[Stored data]
-------------------------

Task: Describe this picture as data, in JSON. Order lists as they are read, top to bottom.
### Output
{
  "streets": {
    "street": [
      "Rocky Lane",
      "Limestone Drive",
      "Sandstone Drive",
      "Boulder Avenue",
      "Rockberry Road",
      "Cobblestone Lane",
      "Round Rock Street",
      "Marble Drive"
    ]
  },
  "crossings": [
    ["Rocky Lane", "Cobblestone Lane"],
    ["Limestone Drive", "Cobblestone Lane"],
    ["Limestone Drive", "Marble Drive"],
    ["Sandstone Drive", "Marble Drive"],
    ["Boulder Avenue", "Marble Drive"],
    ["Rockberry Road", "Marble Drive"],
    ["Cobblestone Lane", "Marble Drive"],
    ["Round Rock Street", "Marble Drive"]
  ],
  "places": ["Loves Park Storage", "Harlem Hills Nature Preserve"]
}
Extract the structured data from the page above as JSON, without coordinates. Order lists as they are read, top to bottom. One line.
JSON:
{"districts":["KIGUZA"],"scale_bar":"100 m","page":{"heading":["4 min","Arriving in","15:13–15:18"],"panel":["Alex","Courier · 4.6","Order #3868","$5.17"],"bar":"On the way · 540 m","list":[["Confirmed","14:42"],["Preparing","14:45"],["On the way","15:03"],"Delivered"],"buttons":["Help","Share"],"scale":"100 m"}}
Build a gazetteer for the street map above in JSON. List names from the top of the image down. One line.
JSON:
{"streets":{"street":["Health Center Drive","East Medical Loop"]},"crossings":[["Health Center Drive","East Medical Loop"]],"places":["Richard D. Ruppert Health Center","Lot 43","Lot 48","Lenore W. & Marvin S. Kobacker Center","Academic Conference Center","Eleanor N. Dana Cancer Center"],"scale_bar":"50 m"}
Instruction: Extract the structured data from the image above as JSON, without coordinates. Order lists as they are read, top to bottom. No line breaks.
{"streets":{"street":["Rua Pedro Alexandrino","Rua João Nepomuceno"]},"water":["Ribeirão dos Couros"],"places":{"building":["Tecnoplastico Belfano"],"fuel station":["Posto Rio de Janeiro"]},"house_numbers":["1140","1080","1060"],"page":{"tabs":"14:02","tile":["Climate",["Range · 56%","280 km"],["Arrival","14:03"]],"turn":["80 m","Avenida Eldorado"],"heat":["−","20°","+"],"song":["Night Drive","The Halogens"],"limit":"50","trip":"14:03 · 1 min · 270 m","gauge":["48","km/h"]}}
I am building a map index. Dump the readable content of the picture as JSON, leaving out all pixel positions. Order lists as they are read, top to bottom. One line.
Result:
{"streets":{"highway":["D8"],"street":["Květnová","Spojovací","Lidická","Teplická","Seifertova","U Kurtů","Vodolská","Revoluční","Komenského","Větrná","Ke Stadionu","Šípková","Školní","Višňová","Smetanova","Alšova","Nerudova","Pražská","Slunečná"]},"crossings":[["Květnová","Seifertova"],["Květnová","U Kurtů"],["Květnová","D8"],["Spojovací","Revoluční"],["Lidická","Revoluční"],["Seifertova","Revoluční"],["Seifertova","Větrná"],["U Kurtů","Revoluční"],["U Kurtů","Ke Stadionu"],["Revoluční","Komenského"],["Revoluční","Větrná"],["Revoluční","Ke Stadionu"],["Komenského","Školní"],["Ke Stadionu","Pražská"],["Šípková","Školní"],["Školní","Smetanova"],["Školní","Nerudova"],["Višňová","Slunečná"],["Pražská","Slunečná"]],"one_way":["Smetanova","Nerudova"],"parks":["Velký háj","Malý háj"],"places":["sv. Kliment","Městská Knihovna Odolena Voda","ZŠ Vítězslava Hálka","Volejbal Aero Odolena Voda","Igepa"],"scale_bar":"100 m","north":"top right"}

-------------------------

* WORK ORDER
Search the data for the word "picture" and copy each line where it appears.

* OUTPUT FOR THIS TASK
Task: Describe this picture as data, in JSON. Order lists as they are read, top to bottom.
I am building a map index. Dump the readable content of the picture as JSON, leaving out all pixel positions. Order lists as they are read, top to bottom. One line.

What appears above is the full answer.